§ **About this exercise**
Make an exact copy of the data below, leaving out every picture.
=== Section Start ===
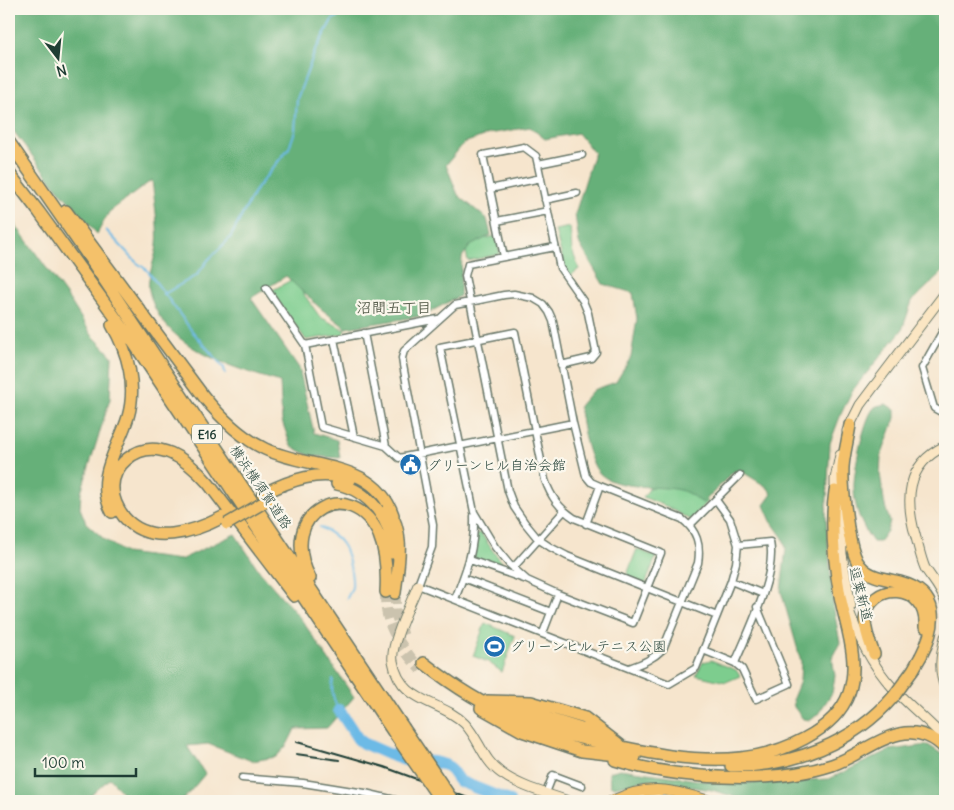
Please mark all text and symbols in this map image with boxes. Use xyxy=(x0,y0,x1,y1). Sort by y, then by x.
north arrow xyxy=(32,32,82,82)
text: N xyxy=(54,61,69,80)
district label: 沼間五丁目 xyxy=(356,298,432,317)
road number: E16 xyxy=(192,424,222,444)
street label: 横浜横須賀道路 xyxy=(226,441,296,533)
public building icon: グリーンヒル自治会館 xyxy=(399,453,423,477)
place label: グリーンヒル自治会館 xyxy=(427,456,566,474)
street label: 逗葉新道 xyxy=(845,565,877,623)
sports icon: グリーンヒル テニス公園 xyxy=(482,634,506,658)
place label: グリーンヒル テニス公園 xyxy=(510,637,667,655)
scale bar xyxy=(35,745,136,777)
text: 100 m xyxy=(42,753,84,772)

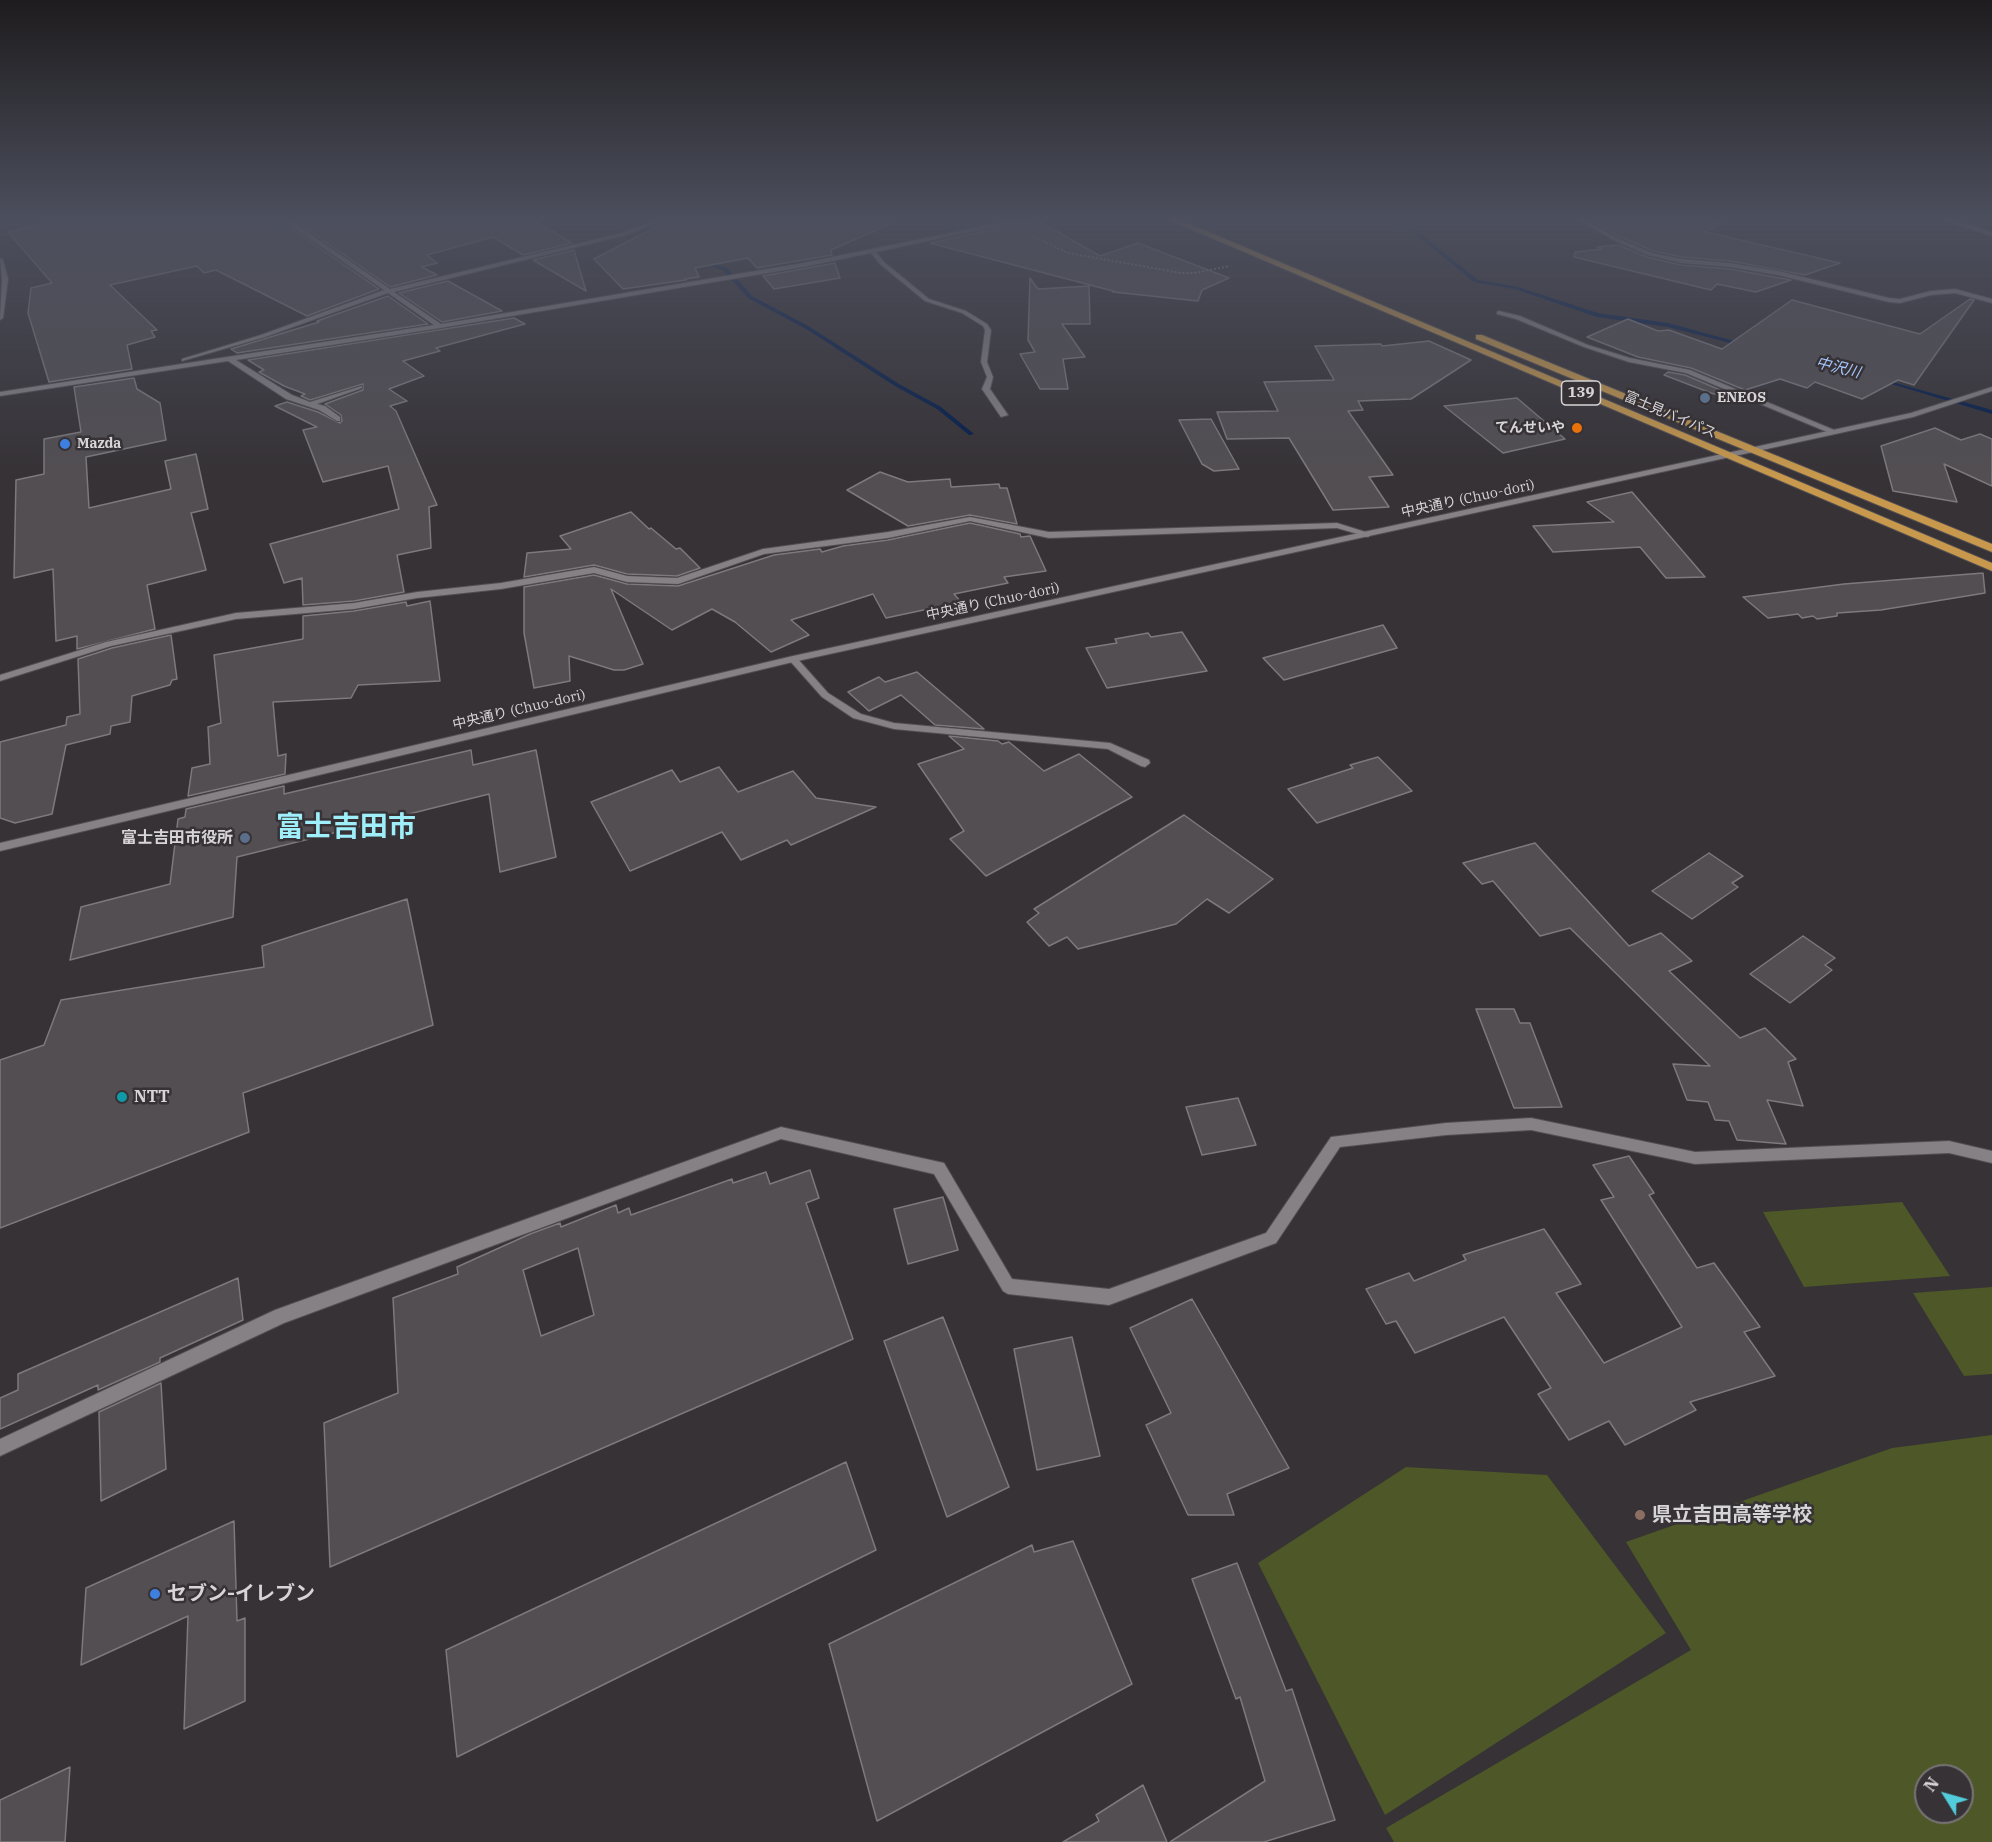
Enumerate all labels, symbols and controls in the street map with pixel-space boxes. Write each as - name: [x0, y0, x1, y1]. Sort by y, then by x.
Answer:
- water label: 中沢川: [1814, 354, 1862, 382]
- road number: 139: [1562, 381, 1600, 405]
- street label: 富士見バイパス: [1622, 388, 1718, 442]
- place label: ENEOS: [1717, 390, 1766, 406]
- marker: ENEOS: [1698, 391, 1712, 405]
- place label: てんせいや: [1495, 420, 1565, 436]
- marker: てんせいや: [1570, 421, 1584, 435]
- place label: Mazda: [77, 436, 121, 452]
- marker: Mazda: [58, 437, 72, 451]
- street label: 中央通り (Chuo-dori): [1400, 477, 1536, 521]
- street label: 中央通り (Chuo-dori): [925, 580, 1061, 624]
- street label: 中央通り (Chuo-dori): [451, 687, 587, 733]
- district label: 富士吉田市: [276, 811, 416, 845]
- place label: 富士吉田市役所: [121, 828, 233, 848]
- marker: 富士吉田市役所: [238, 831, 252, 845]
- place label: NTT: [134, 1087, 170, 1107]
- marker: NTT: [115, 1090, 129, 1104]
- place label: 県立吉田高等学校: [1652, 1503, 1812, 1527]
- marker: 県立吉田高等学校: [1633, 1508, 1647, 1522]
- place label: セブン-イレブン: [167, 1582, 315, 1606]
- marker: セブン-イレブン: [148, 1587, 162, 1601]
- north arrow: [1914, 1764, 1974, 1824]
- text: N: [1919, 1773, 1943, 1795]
=== Section End ===
§ **Exercise solution**
Please mark all text and symbols in this map image with boxes. Use xyxy=(x0,y0,x1,y1). Sort by y, then by x.
north arrow xyxy=(32,32,82,82)
text: N xyxy=(54,61,69,80)
district label: 沼間五丁目 xyxy=(356,298,432,317)
road number: E16 xyxy=(192,424,222,444)
street label: 横浜横須賀道路 xyxy=(226,441,296,533)
public building icon: グリーンヒル自治会館 xyxy=(399,453,423,477)
place label: グリーンヒル自治会館 xyxy=(427,456,566,474)
street label: 逗葉新道 xyxy=(845,565,877,623)
sports icon: グリーンヒル テニス公園 xyxy=(482,634,506,658)
place label: グリーンヒル テニス公園 xyxy=(510,637,667,655)
scale bar xyxy=(35,745,136,777)
text: 100 m xyxy=(42,753,84,772)

Enumerate all labels, symbols and controls in the street map with pixel-space boxes. Write each as - name: [x0, y0, x1, y1]. Sort by y, then by x.
Answer:
- water label: 中沢川: [1814, 354, 1862, 382]
- road number: 139: [1562, 381, 1600, 405]
- street label: 富士見バイパス: [1622, 388, 1718, 442]
- place label: ENEOS: [1717, 390, 1766, 406]
- marker: ENEOS: [1698, 391, 1712, 405]
- place label: てんせいや: [1495, 420, 1565, 436]
- marker: てんせいや: [1570, 421, 1584, 435]
- place label: Mazda: [77, 436, 121, 452]
- marker: Mazda: [58, 437, 72, 451]
- street label: 中央通り (Chuo-dori): [1400, 477, 1536, 521]
- street label: 中央通り (Chuo-dori): [925, 580, 1061, 624]
- street label: 中央通り (Chuo-dori): [451, 687, 587, 733]
- district label: 富士吉田市: [276, 811, 416, 845]
- place label: 富士吉田市役所: [121, 828, 233, 848]
- marker: 富士吉田市役所: [238, 831, 252, 845]
- place label: NTT: [134, 1087, 170, 1107]
- marker: NTT: [115, 1090, 129, 1104]
- place label: 県立吉田高等学校: [1652, 1503, 1812, 1527]
- marker: 県立吉田高等学校: [1633, 1508, 1647, 1522]
- place label: セブン-イレブン: [167, 1582, 315, 1606]
- marker: セブン-イレブン: [148, 1587, 162, 1601]
- north arrow: [1914, 1764, 1974, 1824]
- text: N: [1919, 1773, 1943, 1795]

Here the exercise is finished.